Go through each line of the entries below and tally those containing the string "shadow"; give only the total.

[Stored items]
■ ■ ■ ■

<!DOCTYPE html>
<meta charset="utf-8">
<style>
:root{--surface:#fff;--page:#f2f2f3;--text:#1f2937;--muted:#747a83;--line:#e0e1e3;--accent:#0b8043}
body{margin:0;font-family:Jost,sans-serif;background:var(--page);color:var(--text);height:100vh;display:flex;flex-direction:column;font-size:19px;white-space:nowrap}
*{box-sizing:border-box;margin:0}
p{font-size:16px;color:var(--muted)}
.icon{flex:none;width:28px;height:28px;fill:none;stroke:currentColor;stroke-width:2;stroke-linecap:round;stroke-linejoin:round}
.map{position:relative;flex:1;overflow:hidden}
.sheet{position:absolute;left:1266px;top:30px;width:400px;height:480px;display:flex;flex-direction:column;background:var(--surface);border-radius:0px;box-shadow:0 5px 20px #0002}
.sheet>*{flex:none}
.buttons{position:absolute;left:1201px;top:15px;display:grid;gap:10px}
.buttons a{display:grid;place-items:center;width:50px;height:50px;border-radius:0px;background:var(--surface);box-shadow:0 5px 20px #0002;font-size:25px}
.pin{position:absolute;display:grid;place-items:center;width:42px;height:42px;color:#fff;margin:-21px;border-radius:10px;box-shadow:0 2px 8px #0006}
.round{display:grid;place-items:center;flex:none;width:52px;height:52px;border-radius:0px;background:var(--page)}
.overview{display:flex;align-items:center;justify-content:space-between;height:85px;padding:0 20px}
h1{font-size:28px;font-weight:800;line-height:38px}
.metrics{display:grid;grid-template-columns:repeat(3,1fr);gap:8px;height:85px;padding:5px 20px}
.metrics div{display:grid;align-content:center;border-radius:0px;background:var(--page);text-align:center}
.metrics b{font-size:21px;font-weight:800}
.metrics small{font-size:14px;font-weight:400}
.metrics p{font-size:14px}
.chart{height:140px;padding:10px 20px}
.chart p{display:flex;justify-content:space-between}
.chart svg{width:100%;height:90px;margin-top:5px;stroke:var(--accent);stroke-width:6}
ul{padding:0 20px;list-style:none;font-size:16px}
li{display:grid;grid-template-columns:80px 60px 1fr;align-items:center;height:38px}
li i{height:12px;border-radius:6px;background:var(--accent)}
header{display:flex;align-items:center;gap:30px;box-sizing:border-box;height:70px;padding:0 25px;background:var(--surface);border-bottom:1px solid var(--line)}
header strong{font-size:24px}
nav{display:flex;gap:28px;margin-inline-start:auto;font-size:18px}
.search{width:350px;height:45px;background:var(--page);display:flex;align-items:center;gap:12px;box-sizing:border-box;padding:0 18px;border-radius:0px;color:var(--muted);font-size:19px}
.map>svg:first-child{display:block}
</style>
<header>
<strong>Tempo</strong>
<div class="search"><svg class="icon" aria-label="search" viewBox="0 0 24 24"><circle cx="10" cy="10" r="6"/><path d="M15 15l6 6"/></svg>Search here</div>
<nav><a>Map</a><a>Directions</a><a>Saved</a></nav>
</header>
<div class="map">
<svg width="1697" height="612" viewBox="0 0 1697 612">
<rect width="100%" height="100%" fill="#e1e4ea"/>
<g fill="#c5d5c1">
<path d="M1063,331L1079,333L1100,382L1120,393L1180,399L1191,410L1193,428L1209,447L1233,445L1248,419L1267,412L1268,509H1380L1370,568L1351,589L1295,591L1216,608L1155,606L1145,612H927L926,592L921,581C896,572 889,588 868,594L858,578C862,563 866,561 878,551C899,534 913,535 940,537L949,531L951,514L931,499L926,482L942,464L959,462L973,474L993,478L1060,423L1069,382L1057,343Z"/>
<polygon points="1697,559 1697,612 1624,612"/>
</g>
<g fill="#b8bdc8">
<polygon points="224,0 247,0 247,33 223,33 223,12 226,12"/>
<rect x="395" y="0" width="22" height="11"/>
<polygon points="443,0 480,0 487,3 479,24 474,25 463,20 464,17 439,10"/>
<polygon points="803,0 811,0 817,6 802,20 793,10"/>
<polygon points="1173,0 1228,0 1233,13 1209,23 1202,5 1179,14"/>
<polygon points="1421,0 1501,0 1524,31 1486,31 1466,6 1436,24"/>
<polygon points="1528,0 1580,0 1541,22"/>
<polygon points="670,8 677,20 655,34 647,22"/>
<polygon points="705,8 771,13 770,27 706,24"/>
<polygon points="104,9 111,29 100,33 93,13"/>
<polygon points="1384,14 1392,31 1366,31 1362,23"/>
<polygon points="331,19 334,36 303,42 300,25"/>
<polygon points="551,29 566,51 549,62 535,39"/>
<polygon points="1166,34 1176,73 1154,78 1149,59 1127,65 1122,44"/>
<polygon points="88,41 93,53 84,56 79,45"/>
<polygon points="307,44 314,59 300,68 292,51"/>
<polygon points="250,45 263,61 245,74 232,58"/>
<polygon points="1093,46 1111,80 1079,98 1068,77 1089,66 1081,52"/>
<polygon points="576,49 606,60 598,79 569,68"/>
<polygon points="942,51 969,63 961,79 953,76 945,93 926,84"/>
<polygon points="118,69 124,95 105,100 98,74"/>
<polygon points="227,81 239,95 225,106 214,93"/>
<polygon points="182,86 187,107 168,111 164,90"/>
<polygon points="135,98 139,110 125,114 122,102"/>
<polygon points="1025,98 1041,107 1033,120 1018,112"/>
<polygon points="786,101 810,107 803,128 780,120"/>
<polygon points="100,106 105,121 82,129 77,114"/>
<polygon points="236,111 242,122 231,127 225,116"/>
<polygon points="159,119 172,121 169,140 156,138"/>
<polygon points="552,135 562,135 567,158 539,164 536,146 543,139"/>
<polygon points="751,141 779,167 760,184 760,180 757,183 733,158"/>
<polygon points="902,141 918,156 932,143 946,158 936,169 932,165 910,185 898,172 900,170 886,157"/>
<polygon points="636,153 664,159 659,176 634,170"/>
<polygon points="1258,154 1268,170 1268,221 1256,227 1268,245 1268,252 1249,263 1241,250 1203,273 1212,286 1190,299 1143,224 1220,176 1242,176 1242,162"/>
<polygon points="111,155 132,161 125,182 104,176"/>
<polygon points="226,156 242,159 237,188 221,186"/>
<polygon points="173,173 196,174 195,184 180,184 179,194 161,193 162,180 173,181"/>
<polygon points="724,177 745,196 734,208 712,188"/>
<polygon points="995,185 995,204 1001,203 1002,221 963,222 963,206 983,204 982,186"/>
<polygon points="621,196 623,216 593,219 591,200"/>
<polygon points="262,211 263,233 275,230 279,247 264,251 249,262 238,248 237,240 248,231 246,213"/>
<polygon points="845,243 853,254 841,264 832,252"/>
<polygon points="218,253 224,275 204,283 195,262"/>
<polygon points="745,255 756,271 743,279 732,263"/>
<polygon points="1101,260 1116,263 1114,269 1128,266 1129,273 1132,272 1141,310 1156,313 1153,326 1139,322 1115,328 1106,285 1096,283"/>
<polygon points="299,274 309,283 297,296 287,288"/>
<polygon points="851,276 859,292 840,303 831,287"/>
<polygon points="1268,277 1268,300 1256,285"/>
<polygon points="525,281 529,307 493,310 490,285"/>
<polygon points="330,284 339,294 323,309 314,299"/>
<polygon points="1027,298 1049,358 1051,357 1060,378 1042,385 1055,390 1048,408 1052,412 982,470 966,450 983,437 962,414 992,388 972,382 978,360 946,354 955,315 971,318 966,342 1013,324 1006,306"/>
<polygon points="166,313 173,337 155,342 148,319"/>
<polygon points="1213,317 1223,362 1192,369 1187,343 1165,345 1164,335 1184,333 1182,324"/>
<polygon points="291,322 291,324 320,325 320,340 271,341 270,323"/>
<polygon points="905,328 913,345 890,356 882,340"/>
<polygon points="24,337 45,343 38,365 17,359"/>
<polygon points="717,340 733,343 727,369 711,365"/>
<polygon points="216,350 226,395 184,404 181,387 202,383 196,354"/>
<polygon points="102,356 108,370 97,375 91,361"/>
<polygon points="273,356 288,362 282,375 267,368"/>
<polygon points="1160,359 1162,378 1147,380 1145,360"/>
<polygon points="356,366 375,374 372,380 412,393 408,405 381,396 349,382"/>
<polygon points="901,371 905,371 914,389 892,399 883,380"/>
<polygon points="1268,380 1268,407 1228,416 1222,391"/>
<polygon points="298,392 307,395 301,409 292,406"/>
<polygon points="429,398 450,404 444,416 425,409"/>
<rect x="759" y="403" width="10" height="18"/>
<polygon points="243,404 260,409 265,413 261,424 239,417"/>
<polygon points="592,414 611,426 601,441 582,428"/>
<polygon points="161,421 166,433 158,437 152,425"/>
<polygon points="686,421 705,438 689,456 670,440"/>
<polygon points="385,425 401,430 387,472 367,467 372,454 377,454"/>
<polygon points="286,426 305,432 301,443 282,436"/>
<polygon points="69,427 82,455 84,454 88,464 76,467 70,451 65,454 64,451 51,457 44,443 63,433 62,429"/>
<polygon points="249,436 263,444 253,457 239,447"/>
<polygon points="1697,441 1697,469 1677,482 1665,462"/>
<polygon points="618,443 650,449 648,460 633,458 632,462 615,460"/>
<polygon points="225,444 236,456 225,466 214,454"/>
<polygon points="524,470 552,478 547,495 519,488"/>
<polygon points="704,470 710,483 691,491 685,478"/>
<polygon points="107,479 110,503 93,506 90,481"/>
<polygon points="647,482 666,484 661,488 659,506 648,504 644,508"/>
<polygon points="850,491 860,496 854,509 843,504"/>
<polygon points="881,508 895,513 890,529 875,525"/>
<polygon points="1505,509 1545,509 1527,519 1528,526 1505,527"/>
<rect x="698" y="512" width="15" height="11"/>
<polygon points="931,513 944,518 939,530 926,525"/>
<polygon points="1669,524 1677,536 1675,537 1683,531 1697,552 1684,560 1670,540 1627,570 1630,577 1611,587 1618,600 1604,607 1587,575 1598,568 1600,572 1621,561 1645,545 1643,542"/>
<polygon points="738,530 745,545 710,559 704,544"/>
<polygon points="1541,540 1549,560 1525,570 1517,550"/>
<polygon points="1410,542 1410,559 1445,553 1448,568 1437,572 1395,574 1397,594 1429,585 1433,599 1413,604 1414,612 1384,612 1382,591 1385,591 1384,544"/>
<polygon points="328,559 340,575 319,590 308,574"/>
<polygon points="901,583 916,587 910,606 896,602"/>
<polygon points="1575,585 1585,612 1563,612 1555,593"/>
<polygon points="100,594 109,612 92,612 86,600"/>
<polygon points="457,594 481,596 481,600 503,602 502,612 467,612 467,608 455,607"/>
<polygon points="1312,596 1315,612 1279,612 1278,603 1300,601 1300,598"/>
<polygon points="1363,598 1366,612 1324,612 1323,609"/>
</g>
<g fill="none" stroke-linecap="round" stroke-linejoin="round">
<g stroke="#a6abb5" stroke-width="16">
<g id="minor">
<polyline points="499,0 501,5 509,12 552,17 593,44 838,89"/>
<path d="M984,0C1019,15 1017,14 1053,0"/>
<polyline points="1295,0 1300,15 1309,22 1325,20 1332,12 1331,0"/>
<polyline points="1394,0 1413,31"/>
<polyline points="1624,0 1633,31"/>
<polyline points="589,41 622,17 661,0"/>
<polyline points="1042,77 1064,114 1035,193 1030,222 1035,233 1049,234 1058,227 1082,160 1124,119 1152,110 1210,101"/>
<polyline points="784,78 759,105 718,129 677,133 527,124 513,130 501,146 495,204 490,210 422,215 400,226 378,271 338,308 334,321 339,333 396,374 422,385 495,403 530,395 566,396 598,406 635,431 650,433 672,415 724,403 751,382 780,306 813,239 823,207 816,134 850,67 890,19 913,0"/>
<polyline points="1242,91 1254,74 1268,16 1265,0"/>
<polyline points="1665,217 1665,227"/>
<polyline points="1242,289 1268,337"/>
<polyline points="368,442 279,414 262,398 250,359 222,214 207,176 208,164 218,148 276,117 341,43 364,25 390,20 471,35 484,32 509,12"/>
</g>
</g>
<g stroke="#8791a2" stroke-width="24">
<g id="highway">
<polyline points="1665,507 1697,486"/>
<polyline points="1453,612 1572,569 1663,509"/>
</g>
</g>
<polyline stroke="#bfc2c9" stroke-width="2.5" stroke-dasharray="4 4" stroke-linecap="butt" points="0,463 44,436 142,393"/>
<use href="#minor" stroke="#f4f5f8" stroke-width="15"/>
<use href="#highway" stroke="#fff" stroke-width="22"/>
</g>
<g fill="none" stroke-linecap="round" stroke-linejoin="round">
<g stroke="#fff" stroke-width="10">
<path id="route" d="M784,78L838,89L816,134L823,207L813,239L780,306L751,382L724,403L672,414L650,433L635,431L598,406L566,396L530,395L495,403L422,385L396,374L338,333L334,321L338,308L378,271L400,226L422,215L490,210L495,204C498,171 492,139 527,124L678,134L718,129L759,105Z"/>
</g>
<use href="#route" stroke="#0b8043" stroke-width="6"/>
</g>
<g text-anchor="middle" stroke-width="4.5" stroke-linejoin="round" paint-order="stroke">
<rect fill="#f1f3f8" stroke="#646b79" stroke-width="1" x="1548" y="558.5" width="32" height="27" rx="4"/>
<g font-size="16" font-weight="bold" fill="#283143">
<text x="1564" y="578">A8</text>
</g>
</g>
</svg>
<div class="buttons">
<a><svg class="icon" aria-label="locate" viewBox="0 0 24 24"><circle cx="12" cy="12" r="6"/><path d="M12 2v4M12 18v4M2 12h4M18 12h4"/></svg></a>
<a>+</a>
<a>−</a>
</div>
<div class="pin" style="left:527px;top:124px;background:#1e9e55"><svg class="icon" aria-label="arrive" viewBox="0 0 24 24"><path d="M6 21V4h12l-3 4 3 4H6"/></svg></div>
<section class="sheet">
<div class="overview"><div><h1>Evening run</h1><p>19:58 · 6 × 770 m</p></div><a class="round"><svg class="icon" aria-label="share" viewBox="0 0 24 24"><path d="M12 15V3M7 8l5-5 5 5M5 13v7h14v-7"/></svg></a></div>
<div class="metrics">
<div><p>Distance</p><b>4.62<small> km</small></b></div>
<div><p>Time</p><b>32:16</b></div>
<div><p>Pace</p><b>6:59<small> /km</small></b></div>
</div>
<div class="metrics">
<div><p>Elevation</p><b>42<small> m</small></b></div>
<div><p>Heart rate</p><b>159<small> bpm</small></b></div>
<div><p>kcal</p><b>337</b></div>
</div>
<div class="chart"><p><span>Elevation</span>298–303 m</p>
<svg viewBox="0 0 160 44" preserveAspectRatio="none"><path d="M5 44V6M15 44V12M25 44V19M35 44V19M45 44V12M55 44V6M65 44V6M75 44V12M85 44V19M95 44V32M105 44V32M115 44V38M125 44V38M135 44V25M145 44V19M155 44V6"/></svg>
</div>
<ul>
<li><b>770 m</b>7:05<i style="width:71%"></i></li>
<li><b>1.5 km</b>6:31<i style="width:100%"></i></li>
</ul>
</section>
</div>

■ ■ ■ ■

● **RESPONSE BELOW**:
3